Now home to just over 5,000 students, the Westchester campus is a gathering ground for children of wealthy parents who can afford to pay over $40,000 a year to send their kids to school. Students walk the campus wearing $200 jeans and carrying $1500 purses. The student body is ranked by Playboy as #4 most attractive in the nation. LMU students bring a whole new meaning to the term "starving college student." Grey Goose Vodka is more common than low-class Vodkas such as Popov. Despite the fact that the students are wealthy and beautiful, a majority are service-centered and devote numerous hours to non-profit organizations. Students at LMU are welcoming, friendly, and well-rounded.

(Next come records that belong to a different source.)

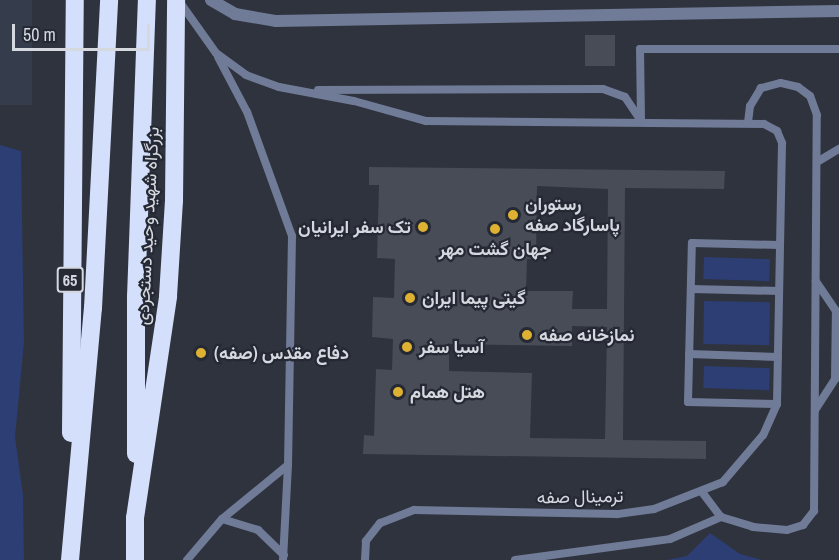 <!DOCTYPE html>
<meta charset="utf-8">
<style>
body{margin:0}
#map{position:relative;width:839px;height:560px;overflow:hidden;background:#2f333e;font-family:"Archivo Narrow",Vazirmatn,sans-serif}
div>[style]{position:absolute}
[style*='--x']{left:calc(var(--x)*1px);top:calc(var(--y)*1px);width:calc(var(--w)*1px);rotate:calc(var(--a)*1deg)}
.built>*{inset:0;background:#353c4c;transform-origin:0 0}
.green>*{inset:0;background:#2c3e74;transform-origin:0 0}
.building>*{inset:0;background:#474c57;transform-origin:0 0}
.lane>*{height:8px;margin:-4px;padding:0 4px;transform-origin:4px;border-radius:4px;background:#707b97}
.street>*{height:12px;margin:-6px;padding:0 6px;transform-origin:6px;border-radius:6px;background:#707b97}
.highway>*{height:18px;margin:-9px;padding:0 9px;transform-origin:9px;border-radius:9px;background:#d4dffb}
.dots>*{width:16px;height:16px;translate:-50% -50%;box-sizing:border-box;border:3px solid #252934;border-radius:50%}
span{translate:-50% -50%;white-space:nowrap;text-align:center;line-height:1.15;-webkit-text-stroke:4.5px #252934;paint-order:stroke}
.shield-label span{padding:2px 4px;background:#252934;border:2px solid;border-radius:4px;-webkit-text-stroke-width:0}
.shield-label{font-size:16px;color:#d5d8df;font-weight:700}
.poi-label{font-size:18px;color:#d5d8df;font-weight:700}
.left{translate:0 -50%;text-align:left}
.right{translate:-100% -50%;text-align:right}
.street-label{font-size:18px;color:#d5d8df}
.scale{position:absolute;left:12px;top:24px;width:138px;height:27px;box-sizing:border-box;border:3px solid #d5d8df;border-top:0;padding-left:8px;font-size:18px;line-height:21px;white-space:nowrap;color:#d5d8df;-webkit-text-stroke:4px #252934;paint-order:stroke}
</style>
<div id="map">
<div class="built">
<div style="left:0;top:0;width:32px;height:105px"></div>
</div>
<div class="green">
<div style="clip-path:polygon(0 145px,21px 151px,24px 342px,15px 437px,23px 495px,24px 560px,0 560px)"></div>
<div style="left:704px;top:257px;width:66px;height:22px;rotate:2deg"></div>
<div style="left:704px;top:301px;width:66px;height:43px;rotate:1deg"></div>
<div style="left:704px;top:366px;width:66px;height:22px;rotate:2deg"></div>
<div style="clip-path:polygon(710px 533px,740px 554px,762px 560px,667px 560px,687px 556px)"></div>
</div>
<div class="building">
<div style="left:585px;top:35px;width:30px;height:31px"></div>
<div style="clip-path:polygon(evenodd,369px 167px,725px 171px,724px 189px,625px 188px,623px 440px,706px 441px,706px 459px,363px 454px,364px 435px,374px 436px,376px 369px,392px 370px,393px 339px,372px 337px,373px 297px,394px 298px,395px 259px,377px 258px,379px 185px,369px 185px,369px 167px,537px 186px,608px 189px,607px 309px,572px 309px,573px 291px,526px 291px,527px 259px,536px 259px,537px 186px,369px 167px,572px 326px,607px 327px,605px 439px,530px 438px,532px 373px,449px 371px,449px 344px,572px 346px,572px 326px)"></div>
</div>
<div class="lane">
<div style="--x:179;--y:1;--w:64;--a:54.6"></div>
<div style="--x:216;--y:53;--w:37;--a:36"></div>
<div style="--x:246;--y:75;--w:35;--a:20"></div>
<div style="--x:279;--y:87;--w:76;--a:10.6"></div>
<div style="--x:354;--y:101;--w:75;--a:15.5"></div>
<div style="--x:426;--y:121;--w:338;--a:0.5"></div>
<div style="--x:764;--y:124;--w:15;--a:28"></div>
<div style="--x:777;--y:131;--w:13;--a:67"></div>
<div style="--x:782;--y:143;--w:261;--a:91.1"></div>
<div style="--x:777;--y:404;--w:34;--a:114"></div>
<div style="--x:763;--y:435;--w:62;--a:130.4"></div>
<div style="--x:723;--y:482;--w:74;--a:158.6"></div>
<div style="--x:654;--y:509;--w:37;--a:172"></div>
<div style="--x:617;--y:514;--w:203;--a:-178.9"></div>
<div style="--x:414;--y:510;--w:36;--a:159"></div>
<div style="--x:380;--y:523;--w:23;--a:128"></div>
<div style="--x:366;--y:541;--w:19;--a:93"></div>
<div style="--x:318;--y:90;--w:285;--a:-0.2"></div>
<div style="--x:603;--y:89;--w:23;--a:20"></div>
<div style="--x:625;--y:97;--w:29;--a:56"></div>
<div style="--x:641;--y:119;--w:70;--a:-90.8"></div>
<div style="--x:640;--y:49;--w:199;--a:0"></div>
<div style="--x:817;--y:162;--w:26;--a:-31"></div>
<div style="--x:691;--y:289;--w:88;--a:1.3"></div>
<div style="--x:689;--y:354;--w:89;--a:1.9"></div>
<div style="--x:777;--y:404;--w:89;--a:-178.7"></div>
<div style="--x:688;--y:402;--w:159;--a:-88.6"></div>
<div style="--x:692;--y:243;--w:87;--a:1.3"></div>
<div style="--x:815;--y:410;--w:37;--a:-57"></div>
<div style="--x:835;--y:379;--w:68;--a:-89.2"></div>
<div style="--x:836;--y:311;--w:36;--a:-124"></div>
<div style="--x:702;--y:492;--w:31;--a:53"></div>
<div style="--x:222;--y:519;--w:38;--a:17"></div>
<div style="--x:258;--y:530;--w:36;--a:44"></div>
<div style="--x:187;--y:560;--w:54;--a:-49.5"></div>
<div style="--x:222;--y:519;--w:85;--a:-39.3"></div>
<div style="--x:288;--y:465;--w:229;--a:-89"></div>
<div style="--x:292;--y:236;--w:132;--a:-109.9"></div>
<div style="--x:247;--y:112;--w:62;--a:-117.8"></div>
<div style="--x:283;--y:560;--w:95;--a:-87"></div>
<div style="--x:515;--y:560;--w:156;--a:-7.7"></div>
<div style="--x:670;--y:539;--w:56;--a:-23.3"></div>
<div style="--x:721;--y:517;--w:34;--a:17"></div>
<div style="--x:753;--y:527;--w:34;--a:5"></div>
<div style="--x:787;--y:530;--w:17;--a:-17"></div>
<div style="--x:803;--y:525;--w:18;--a:-52"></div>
<div style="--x:814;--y:511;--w:396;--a:-89.6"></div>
<div style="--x:817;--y:115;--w:20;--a:-110"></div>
<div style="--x:810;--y:96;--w:15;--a:-143"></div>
<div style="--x:798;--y:87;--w:18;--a:-167"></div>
<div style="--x:780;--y:83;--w:20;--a:165"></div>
<div style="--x:761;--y:88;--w:21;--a:121"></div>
<div style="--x:750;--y:106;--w:17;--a:97"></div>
</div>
<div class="street">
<div style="--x:211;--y:0;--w:28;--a:30"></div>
<div style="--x:235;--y:14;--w:42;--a:9.7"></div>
<div style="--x:276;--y:21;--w:563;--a:-1.02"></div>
</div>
<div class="highway">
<div style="--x:71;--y:433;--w:433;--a:-89.5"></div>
<div style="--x:136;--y:454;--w:157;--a:-90"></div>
<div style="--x:136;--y:297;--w:297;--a:-87.9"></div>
<div style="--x:70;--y:560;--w:253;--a:-84.8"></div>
<div style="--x:93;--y:308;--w:308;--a:-87"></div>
<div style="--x:135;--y:560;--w:42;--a:-90"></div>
<div style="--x:135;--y:518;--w:224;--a:-81.5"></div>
<div style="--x:168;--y:296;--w:95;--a:-86.4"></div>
<div style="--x:174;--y:201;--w:201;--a:-89.4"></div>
</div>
<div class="dots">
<div style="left:513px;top:215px;background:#deb133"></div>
<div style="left:423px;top:227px;background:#deb133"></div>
<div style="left:495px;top:229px;background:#deb133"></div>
<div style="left:410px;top:298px;background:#deb133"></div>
<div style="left:527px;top:335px;background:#deb133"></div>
<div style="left:407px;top:347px;background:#deb133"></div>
<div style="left:201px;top:353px;background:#deb133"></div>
<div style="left:398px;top:392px;background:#deb133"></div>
</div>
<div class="shield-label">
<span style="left:70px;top:280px">65</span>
</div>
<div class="poi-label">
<span class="left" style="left:525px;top:215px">رستوران<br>پاسارگاد صفه</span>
<span class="right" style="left:411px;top:227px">تک سفر ایرانیان</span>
<span style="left:495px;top:249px">جهان گشت مهر</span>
<span class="left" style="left:422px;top:298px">گیتی پیما ایران</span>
<span class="left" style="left:539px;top:335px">نمازخانه صفه</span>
<span class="left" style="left:419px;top:347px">آسیا سفر</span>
<span class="left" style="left:214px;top:353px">دفاع مقدس (صفه)</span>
<span class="left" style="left:410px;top:392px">هتل همام</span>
</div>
<div class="street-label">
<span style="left:148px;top:226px;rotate:-87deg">بزرگراه شهید وحید دستجردی</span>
<span style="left:580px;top:497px;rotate:-1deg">ترمینال صفه</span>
</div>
<div class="scale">50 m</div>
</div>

Loyola Marymount university is widely remembered for its 1989-1990 Paul Westhead-coached basketball team which made the Elite 8 round of the NCAA Basketball Tournament. The team mourned the death of its star player Hank Gathers during the WCC Tournament game against the University of Portland. The cinderella team would go dancing all the way to the Elite Eight round defeating the likes of defending champion the University of Michigan until its defeat to the eventual champion UNLV. That team would never be forgotten with memories of Bo Kimble's left-handed free throw in honor of Hank and the fact that the team averaged well over 100 points a game throughout the season and tournament.

Notable alumni

Service organizations

Loyola Marymount has a number of service organizations on campus. The seven service organizations work to help the university and surrounding community of Los Angeles.

The organizations and their respective dates of founding are Crimson Circle (1929), Belles (1960), Gryphon Circle (1968), Ignatians (1981), Sursum Corda (1992), Marians (2003), and Magis (2003).